This task calls for copying each line below that contains "image".

[EXTRACTED DATA Boundary: Start]

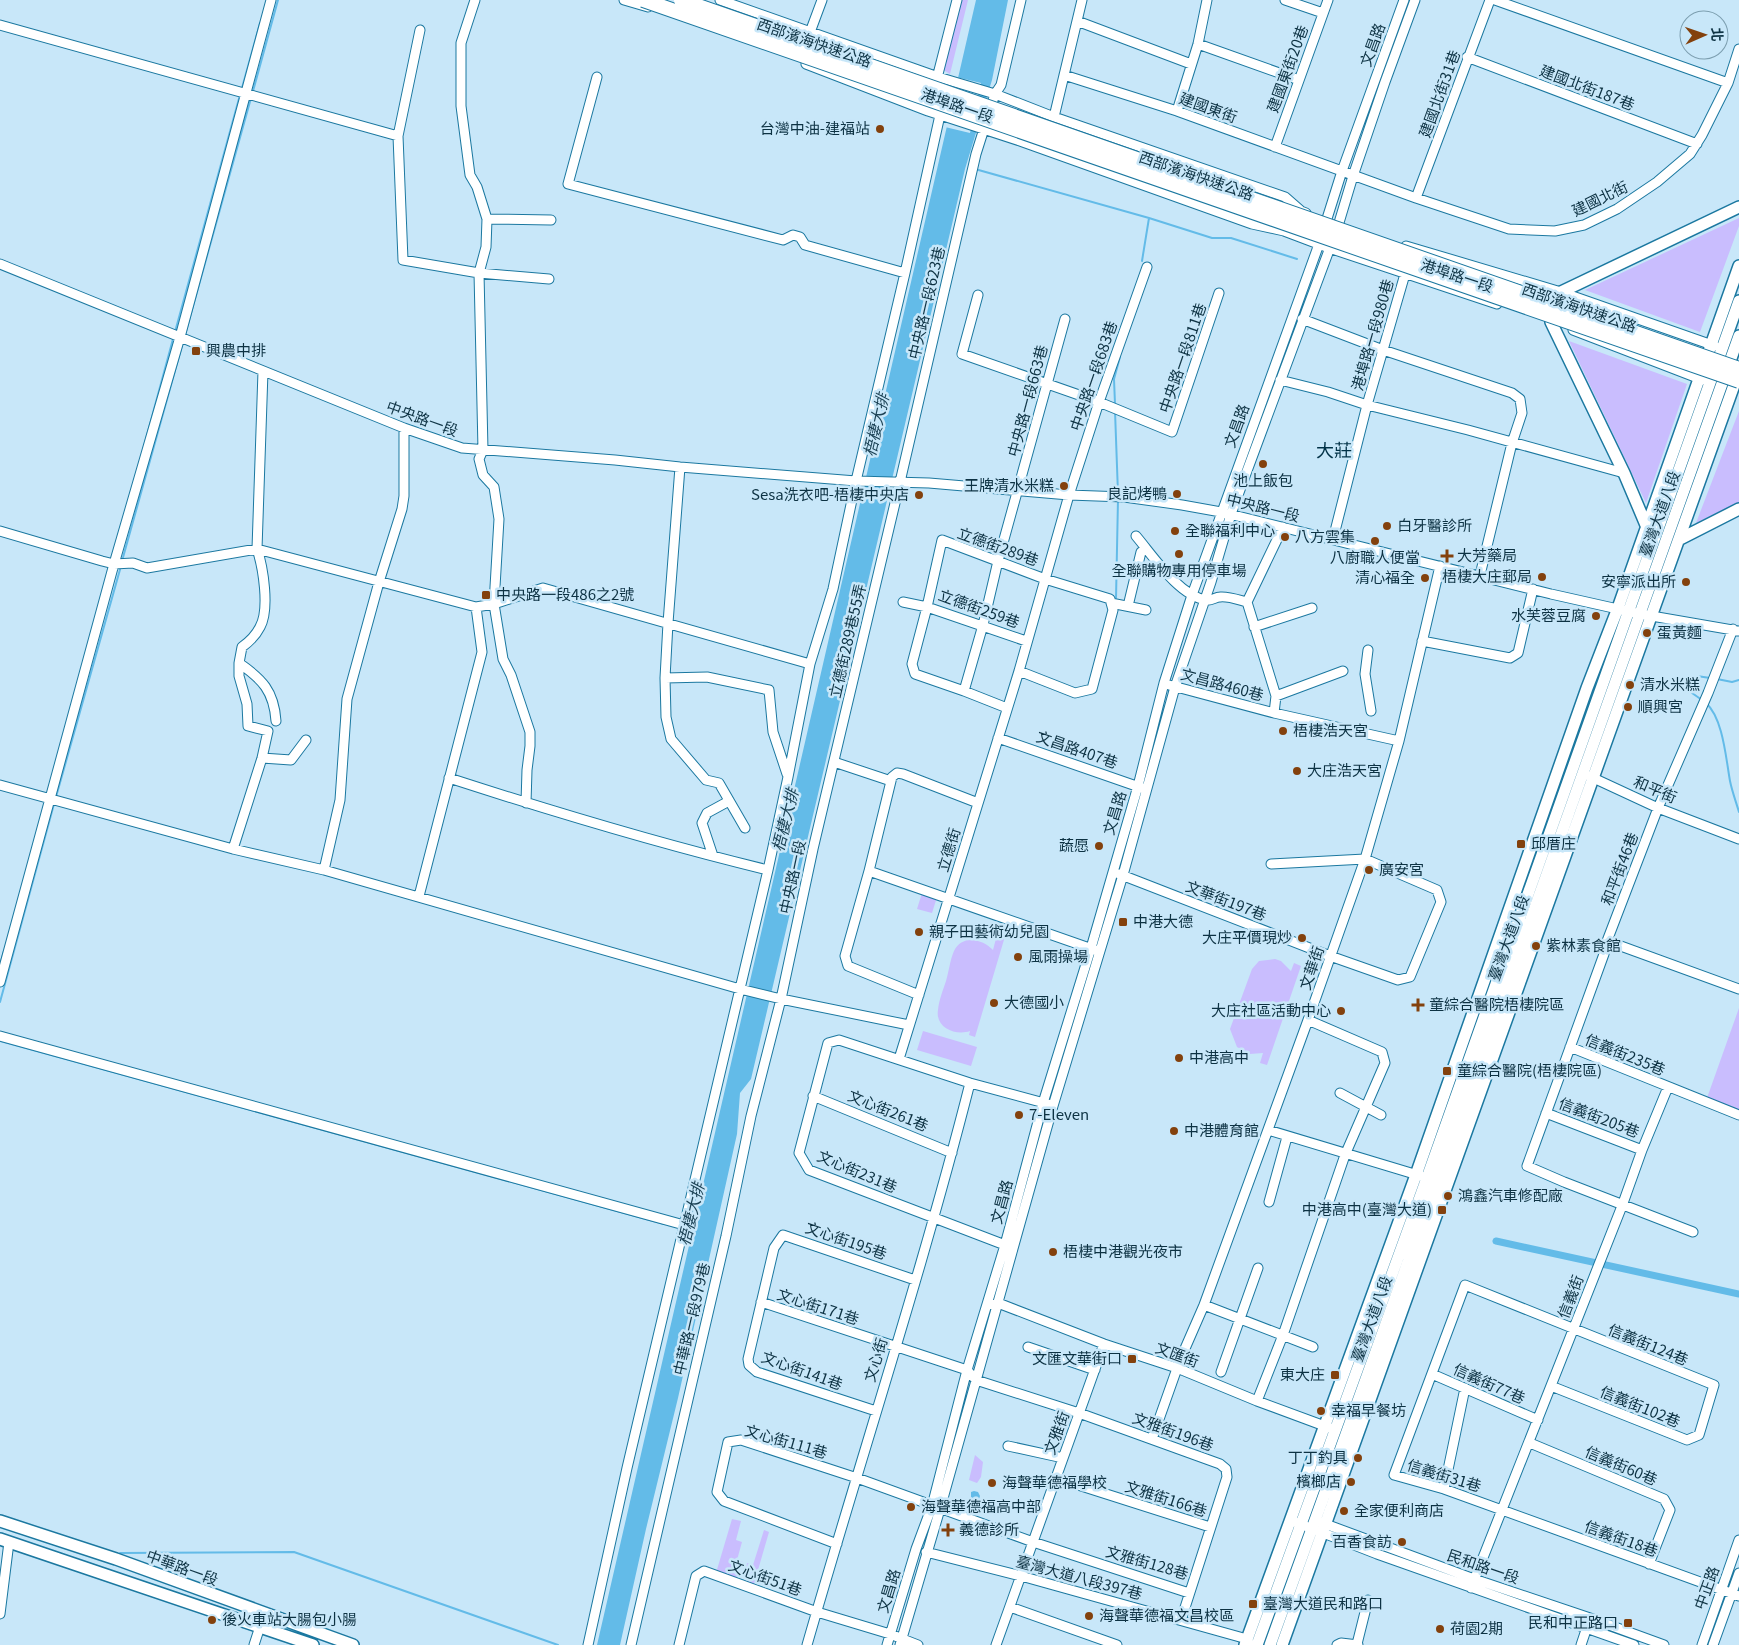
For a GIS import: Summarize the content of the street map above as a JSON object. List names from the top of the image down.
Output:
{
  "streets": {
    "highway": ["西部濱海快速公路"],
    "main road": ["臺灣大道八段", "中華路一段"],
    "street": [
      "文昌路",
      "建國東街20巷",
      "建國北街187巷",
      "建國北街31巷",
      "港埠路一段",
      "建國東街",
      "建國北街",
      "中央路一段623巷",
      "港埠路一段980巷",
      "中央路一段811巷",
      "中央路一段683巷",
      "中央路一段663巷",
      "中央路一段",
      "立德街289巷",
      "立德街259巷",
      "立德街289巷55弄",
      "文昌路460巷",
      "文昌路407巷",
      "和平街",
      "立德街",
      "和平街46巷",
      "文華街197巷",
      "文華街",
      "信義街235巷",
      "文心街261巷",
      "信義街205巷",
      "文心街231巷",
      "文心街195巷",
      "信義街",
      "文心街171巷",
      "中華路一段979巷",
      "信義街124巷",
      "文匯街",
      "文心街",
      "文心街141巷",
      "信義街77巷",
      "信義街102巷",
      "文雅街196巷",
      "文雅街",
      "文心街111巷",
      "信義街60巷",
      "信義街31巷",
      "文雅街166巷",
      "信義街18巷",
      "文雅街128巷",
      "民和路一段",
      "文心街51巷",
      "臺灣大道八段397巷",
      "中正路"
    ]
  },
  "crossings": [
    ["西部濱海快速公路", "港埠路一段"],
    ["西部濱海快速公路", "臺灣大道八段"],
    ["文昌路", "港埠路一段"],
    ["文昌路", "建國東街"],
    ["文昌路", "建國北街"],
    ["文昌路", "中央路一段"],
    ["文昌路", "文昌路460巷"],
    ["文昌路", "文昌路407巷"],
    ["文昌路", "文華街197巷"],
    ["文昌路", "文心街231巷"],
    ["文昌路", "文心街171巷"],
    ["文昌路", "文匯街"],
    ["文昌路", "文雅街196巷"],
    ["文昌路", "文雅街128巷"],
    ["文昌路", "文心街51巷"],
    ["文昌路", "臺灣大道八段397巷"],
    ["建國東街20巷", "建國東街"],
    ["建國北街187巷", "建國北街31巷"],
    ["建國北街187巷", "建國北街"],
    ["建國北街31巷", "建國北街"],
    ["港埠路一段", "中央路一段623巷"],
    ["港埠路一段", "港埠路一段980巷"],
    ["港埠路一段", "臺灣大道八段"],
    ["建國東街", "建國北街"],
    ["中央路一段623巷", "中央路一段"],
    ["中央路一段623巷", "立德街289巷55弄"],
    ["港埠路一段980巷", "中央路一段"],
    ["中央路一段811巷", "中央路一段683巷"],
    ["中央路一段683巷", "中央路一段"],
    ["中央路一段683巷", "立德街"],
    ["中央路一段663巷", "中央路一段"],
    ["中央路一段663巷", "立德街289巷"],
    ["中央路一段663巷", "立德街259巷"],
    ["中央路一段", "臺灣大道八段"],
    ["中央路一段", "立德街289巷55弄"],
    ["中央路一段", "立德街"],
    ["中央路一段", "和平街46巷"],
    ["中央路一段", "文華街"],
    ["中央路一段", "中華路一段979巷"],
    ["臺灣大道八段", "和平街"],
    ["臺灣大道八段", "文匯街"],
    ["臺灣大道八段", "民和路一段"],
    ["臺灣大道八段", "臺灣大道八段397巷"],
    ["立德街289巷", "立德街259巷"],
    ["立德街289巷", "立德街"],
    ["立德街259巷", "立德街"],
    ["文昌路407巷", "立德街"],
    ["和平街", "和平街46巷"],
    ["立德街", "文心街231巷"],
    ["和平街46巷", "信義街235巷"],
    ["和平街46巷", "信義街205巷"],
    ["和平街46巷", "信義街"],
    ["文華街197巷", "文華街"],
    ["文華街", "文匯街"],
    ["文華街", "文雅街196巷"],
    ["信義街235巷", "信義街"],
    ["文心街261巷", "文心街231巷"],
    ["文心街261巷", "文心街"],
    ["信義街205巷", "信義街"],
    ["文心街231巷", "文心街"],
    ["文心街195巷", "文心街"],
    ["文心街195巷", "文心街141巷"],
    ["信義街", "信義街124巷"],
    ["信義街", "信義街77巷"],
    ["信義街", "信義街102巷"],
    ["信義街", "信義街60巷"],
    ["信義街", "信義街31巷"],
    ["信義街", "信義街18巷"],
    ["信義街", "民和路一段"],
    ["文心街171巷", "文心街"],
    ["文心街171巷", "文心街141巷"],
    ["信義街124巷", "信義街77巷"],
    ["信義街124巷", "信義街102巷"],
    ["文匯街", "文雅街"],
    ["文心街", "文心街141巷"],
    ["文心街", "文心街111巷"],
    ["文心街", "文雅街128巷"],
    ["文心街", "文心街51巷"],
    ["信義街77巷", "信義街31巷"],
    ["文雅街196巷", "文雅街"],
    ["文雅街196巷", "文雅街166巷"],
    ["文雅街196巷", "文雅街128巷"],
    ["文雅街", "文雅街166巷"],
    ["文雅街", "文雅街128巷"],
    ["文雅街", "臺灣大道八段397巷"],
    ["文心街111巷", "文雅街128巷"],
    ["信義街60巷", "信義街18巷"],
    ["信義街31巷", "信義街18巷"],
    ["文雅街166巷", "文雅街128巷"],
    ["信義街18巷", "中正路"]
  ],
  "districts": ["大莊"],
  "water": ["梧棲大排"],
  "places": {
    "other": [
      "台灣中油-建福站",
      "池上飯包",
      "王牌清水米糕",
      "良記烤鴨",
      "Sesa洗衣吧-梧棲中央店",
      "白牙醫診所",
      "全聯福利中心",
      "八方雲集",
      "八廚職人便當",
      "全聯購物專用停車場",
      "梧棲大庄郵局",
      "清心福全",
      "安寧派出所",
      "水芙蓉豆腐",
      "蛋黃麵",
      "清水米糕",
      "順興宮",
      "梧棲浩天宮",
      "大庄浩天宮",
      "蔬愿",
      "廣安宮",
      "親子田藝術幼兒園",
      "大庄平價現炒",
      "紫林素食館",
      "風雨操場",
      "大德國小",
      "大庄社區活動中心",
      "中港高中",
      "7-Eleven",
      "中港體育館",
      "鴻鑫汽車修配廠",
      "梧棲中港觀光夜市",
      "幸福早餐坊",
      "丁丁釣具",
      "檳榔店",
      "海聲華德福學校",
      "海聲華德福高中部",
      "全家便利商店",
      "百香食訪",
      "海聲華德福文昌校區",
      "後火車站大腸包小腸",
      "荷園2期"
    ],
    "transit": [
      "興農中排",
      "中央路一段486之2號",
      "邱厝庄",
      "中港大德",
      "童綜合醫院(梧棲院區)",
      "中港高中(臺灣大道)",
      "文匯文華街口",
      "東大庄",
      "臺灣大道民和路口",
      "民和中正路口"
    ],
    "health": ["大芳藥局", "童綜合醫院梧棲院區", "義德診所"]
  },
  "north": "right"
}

[EXTRACTED DATA Boundary: End]
[EXTRACTED DATA Boundary: Start]

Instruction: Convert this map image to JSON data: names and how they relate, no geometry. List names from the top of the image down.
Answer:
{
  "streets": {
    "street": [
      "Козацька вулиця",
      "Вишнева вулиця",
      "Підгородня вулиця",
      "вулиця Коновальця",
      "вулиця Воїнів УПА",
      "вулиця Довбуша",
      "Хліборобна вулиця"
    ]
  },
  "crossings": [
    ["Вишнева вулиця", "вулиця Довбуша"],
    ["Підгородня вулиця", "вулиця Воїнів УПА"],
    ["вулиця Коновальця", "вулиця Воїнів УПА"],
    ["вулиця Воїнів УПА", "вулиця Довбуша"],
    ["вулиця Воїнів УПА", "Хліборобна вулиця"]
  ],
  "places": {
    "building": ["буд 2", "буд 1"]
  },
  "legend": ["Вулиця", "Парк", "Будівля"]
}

[EXTRACTED DATA Boundary: End]

EXERCISE SOLUTION:
For a GIS import: Summarize the content of the street map above as a JSON object. List names from the top of the image down.
Instruction: Convert this map image to JSON data: names and how they relate, no geometry. List names from the top of the image down.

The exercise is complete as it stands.